‘Fenomenología del otro desde su ausencia’, puede servir como título, pero la idea sobre la que quiero reflexionar es un poco más compleja y difícil de captar en un título. Refiero primero a dos textos emblemáticos, uno de Agustín, el otro de Julián Marías. No cito la totalidad de cada texto, sino pasajes pertinentes, como para dar una idea del asunto y pie para mi propia reflexión.
Agustín, tras la muerte de su amigo:
“¡Con qué dolor se entenebreció mi corazón! Cuanto miraba era muerte para mí. La patria me era un suplicio, y la casa paterna un tormento insufrible, y cuanto había comunicado con él se me volvía sin él cruelísimo suplicio. Buscábanle por todas partes mis ojos y no aparecía (et non dabatur). Y llegué a odiar todas las cosas, porque no le tenían ni podían decirme ya como antes, cuando venía después de una ausencia (quando absens erat): ‘He aquí que ya viene’. Me había hecho a mí mismo un gran lío (factus eram ipse mihi magna quaestio) y preguntaba a mi alma por qué estaba triste y me conturbaba tanto, y no sabía qué responderme. Y si yo le decía: ‘Espera en Dios’, ella no me hacía caso, y con razón; porque más real y mejor era aquel amigo queridísimo que yo había perdido que no aquel fantasma en que se le ordenaba que esperase. Sólo el llanto me era dulce y ocupaba el lugar de mi amigo en las delicias de mi corazón” (Confesiones, 4.4.9; trad. Ángel Vega).
Y Julián Marías:
“La muerte de la persona que para mí radicalmente lo es –sobre todo de la persona amada, que no es sino persona– resulta ininteligible y, en cierto sentido, increíble. Cuando Gabriel Marcel dice: ‘Toi que j’aime, tu ne mourras pas’, tú a quien amo no morirás, está expresando en forma ejecutiva, convivencial, esta misma intuición. La muerte personal es enteramente ininteligible desde la biología, porque yo soy absolutamente irreductible a mi cuerpo –tan absolutamente como soy corpóreo” (Antropología metafísica, Cap. XXIX, final; p. 216 en Alianza).
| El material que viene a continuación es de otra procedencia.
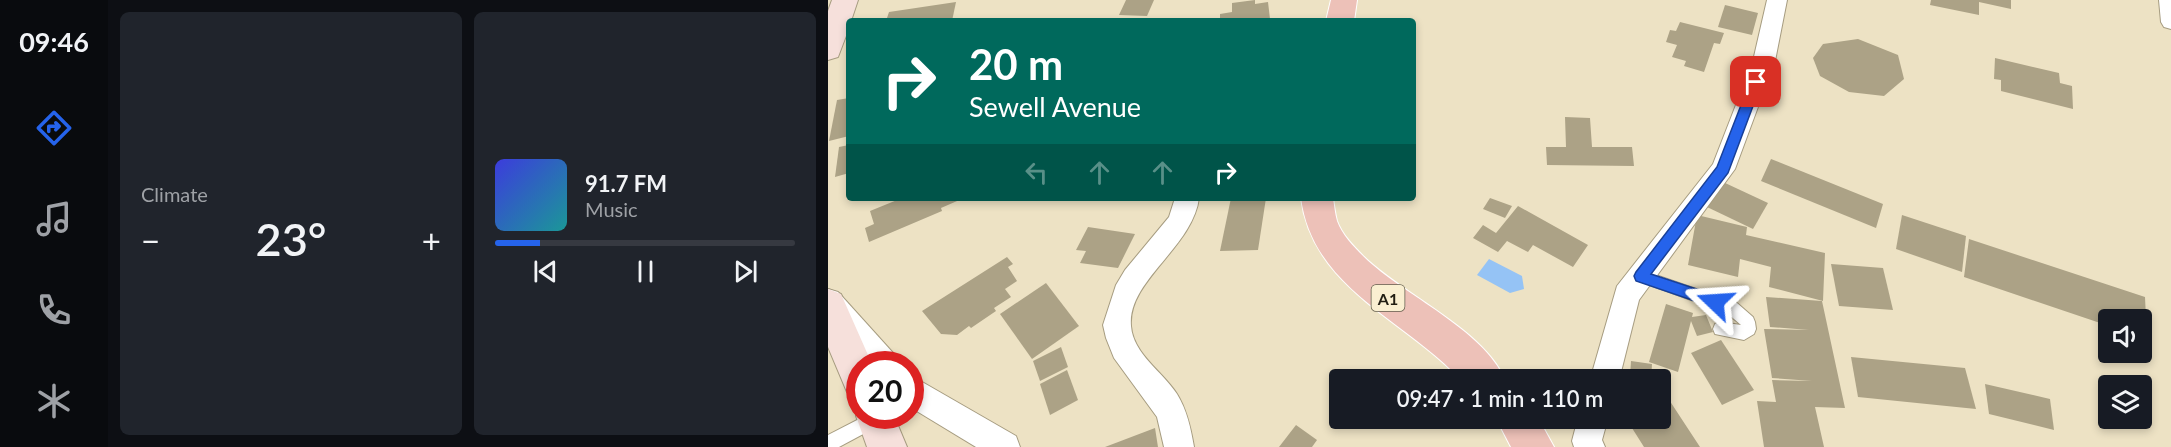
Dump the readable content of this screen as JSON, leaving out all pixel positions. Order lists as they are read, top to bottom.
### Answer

Que el otro, el cercano, el amado, haya muerto, esté muerto, ¡es increíble! ¿Por qué? Sin duda, el otro sigue vivo conmigo, sigue viviendo en mí. Pero, ¿por qué? ¿Esto qué quiere decir?
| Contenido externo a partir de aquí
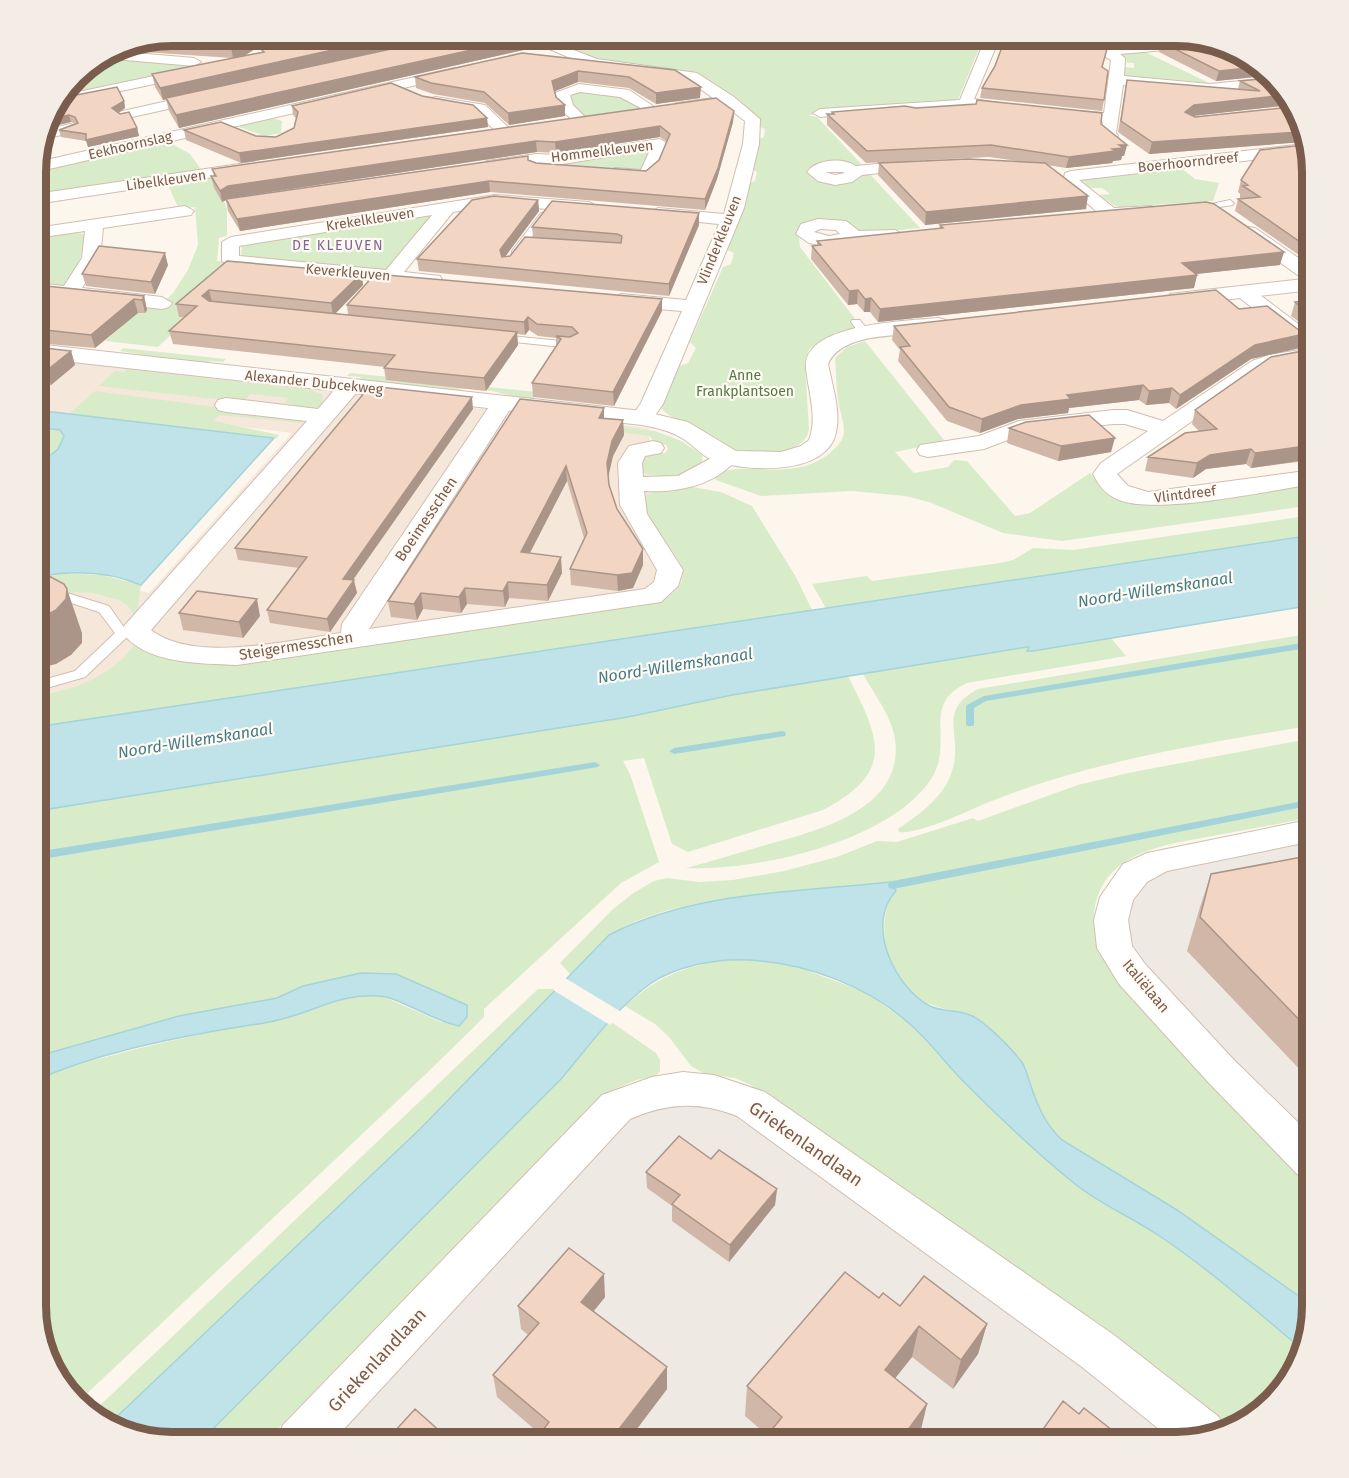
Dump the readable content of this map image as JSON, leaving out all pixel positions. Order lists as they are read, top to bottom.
{
  "streets": {
    "street": [
      "Eekhoornslag",
      "Hommelkleuven",
      "Boerhoorndreef",
      "Libelkleuven",
      "Krekelkleuven",
      "Vlinderkleuven",
      "Keverkleuven",
      "Alexander Dubcekweg",
      "Vlintdreef",
      "Boeimesschen",
      "Steigermesschen",
      "Italiëlaan",
      "Griekenlandlaan"
    ]
  },
  "crossings": [
    ["Krekelkleuven", "Keverkleuven"],
    ["Vlinderkleuven", "Alexander Dubcekweg"],
    ["Alexander Dubcekweg", "Boeimesschen"],
    ["Boeimesschen", "Steigermesschen"]
  ],
  "districts": ["DE KLEUVEN"],
  "water": ["Noord-Willemskanaal"],
  "parks": ["Anne Frankplantsoen"]
}
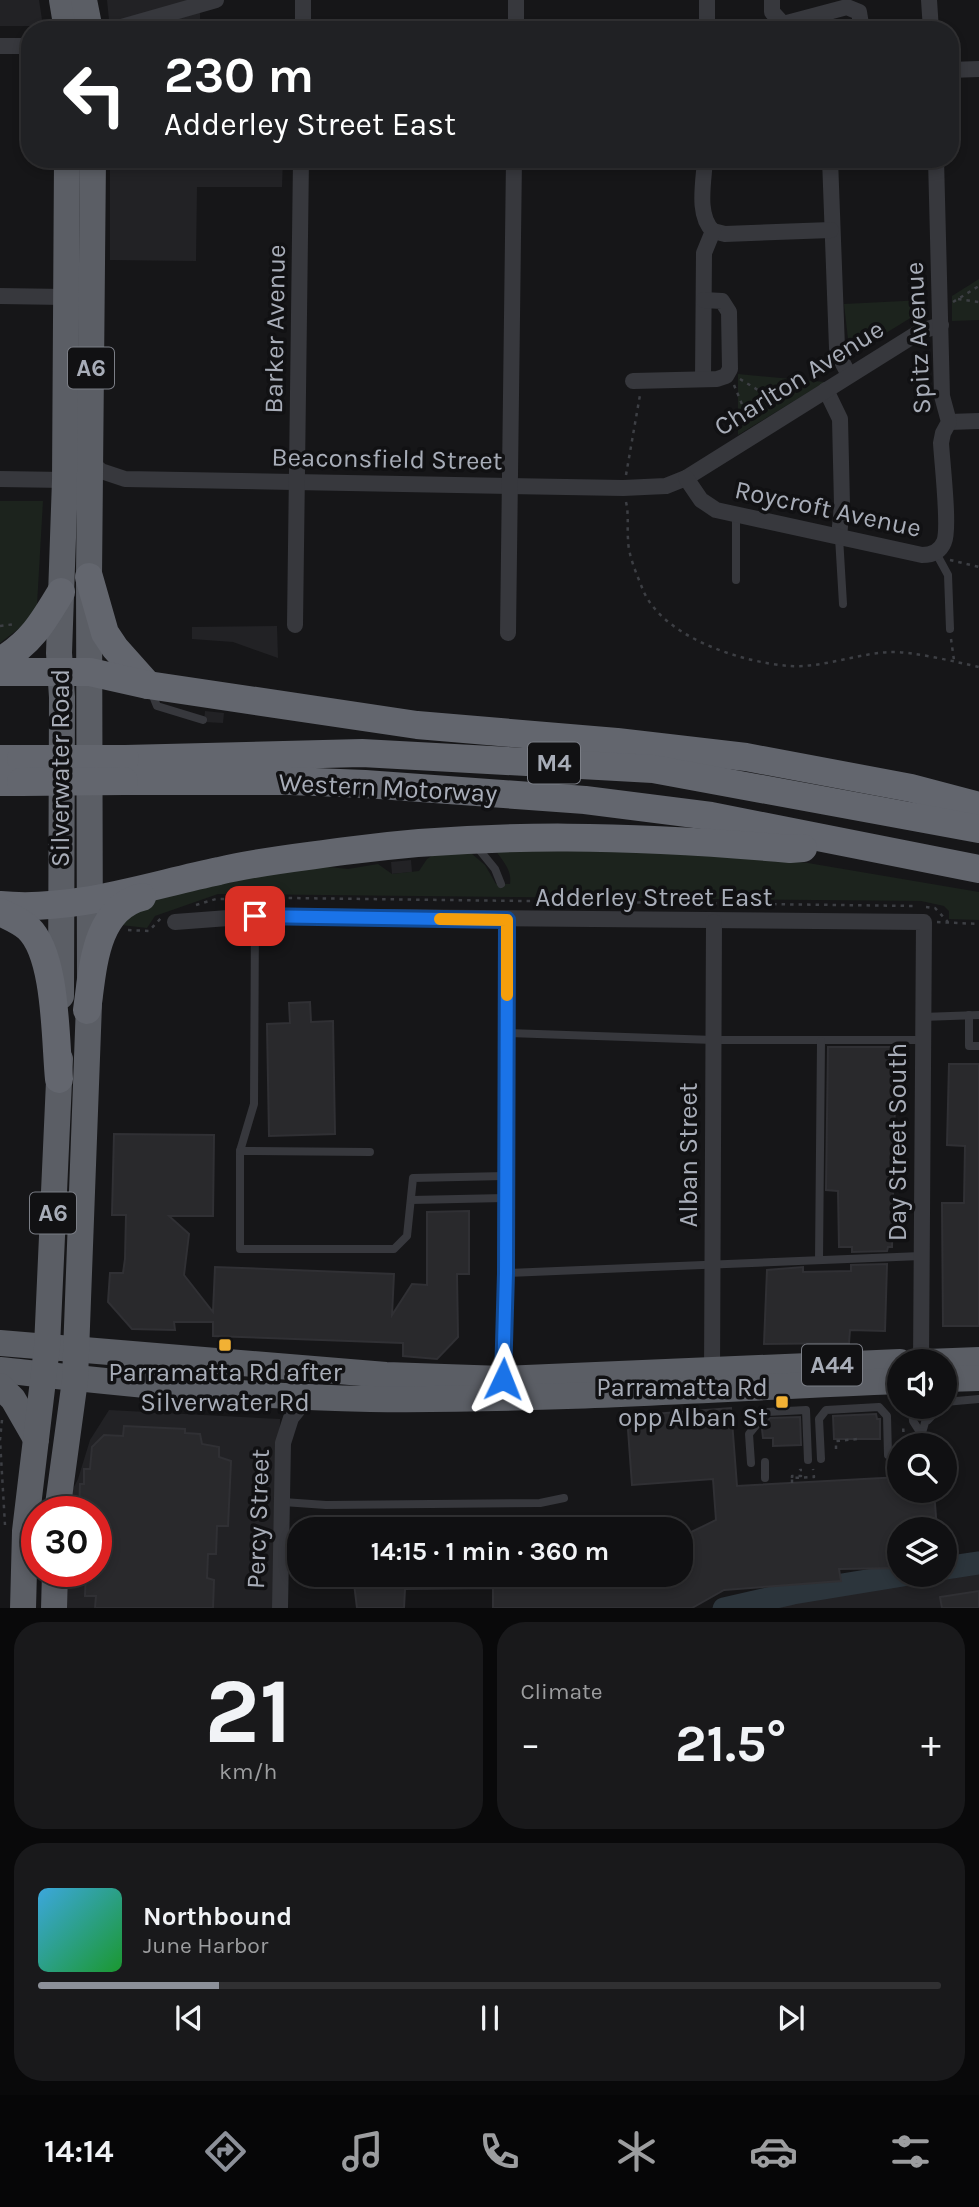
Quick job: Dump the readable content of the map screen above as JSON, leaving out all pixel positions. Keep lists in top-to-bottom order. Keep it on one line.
{"streets":{"highway":["A6","M4","Silverwater Road","Western Motorway","A44"],"street":["Barker Avenue","Spitz Avenue","Charlton Avenue","Beaconsfield Street","Roycroft Avenue","Adderley Street East","Day Street South","Alban Street","Percy Street"]},"crossings":[["Barker Avenue","Beaconsfield Street"],["Spitz Avenue","Charlton Avenue"],["Spitz Avenue","Roycroft Avenue"],["A6","Silverwater Road"],["A6","A44"],["Charlton Avenue","Beaconsfield Street"],["Charlton Avenue","Roycroft Avenue"],["Beaconsfield Street","Roycroft Avenue"],["Beaconsfield Street","Silverwater Road"],["Silverwater Road","A44"],["Adderley Street East","Day Street South"],["Adderley Street East","Alban Street"],["Alban Street","A44"],["A44","Percy Street"]],"places":{"transit":["Parramatta Rd after Silverwater Rd","Parramatta Rd opp Alban St"]},"page":{"turn":["230 m","Adderley Street East"],"limit":"30","trip":"14:15 · 1 min · 360 m","tile":[["21","km/h"],"Climate"],"heat":["−","21.5°","+"],"song":["Northbound","June Harbor"],"tabs":"14:14"}}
Me parece que la ausencia que se da en la muerte del otro, que revela a la vez de un modo contundente también su presencia, puede pensarse mejor si en la reflexión tomamos distancia de la muerte como tal. Al hacerlo así, entendemos que el otro se me presenta en la cotidianidad como un tejido de presencias y ausencias, y que cuando muere, la ausencia ya no se ve correspondida por una presencia posible. Pero esto es algo diferente. Ya en vida, entonces, debemos asumir al otro no como sólo presencia, sino también como ausencia. Ser otro, a diferencia de ser yo mismo, significa que el ser (ens) del otro se me constituye como un entrelazamiento de ausencia (absens) y presencia (praesens). Que el otro viva es algo que nunca debe reducirse a su mera presencia, ni siquiera posible. Sólo cuando entendemos que la vida del otro está esencialmente marcada por la ausencia estamos en posición de empezar a comprender su vida como otro.
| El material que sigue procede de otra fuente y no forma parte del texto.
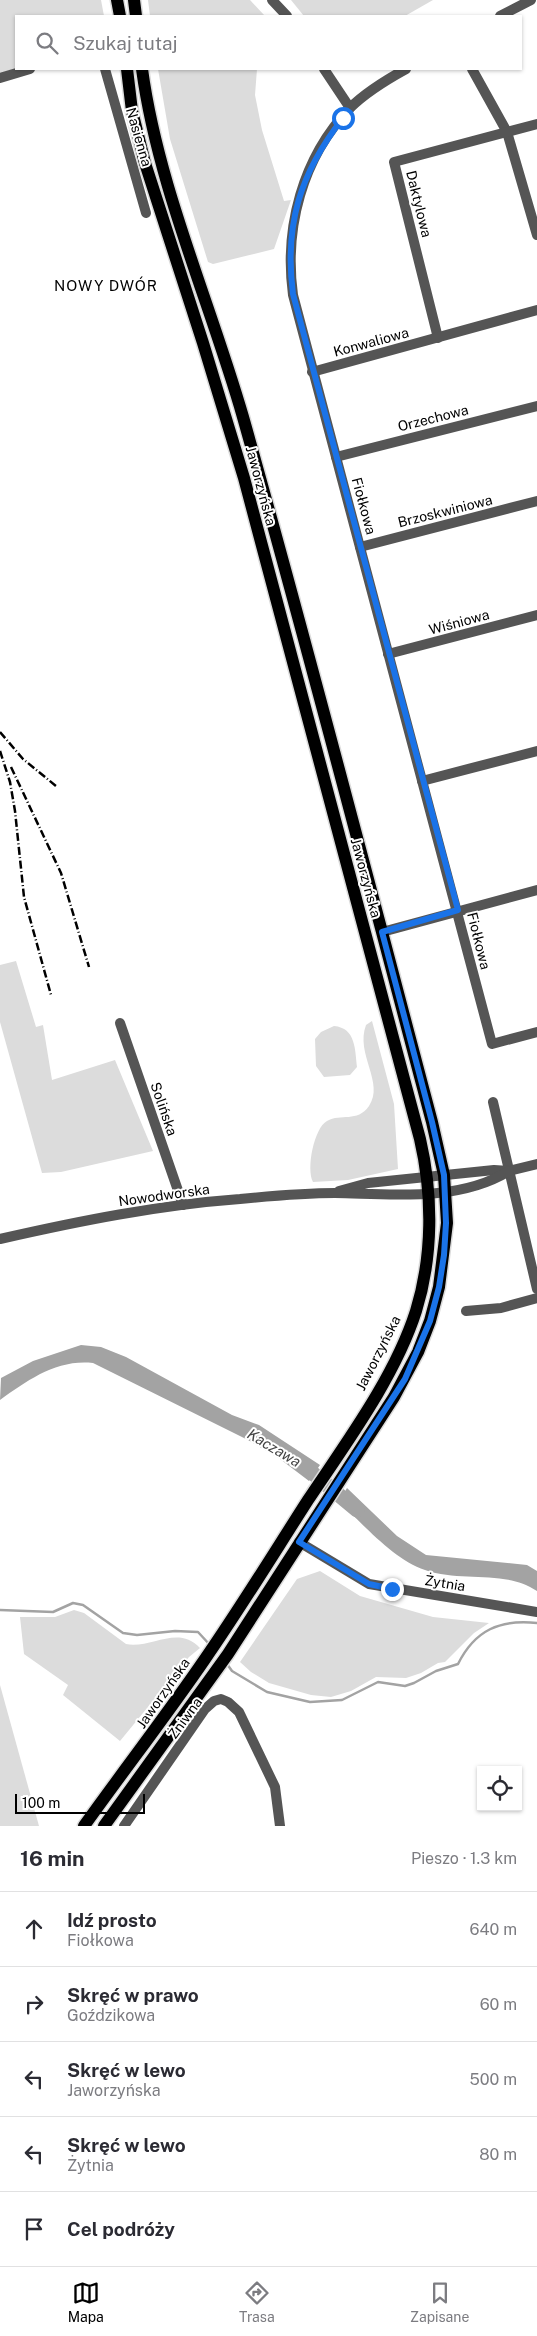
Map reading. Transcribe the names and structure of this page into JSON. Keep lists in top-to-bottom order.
{
  "streets": {
    "main road": ["Jaworzyńska"],
    "street": [
      "Nasienna",
      "Daktylowa",
      "Konwaliowa",
      "Orzechowa",
      "Fiołkowa",
      "Brzoskwiniowa",
      "Wiśniowa",
      "Solińska",
      "Nowodworska",
      "Żytnia",
      "Żniwna"
    ]
  },
  "crossings": [
    ["Daktylowa", "Konwaliowa"],
    ["Konwaliowa", "Fiołkowa"],
    ["Orzechowa", "Fiołkowa"],
    ["Jaworzyńska", "Nowodworska"],
    ["Jaworzyńska", "Żytnia"],
    ["Fiołkowa", "Brzoskwiniowa"],
    ["Fiołkowa", "Wiśniowa"],
    ["Solińska", "Nowodworska"]
  ],
  "districts": ["NOWY DWÓR"],
  "water": ["Kaczawa"],
  "scale_bar": "100 m",
  "page": {
    "search": "Szukaj tutaj",
    "scale": "100 m",
    "heading": ["16 min", "Pieszo · 1.3 km"],
    "list": [
      ["Idź prosto", "Fiołkowa", "640 m"],
      ["Skręć w prawo", "Goździkowa", "60 m"],
      ["Skręć w lewo", "Jaworzyńska", "500 m"],
      ["Skręć w lewo", "Żytnia", "80 m"],
      "Cel podróży"
    ],
    "nav": ["Mapa", "Trasa", "Zapisane"]
  }
}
Ahora, volviendo a la cuestión de la muerte, resulta igual de claro que la muerte no puede reducirse a ausencia, toda vez que la ausencia es constitutiva de la vida del otro. De allí que entendida como mera ausencia, la muerte del otro nos resulte increíble. Esto no quiere decir que haya que negar la muerte, dura, árida, tremenda, sino que la entendemos mal si la entendemos desde la ausencia. Ausencia quiere decir la vida del otro, irreductible por eso a su muerte. Claro que toda ausencia quisiera verse compensada por la presencia, que la muerte ahora hace imposible, pero la muerte mata la presencia del otro, no mi expectativa de que la ausencia se vea compensada por su presencia. Es en este sentido que el otro sigue vivo conmigo, sigue viviendo conmigo, y que la muerte del otro, querido, amado, toma un halo de irrealidad.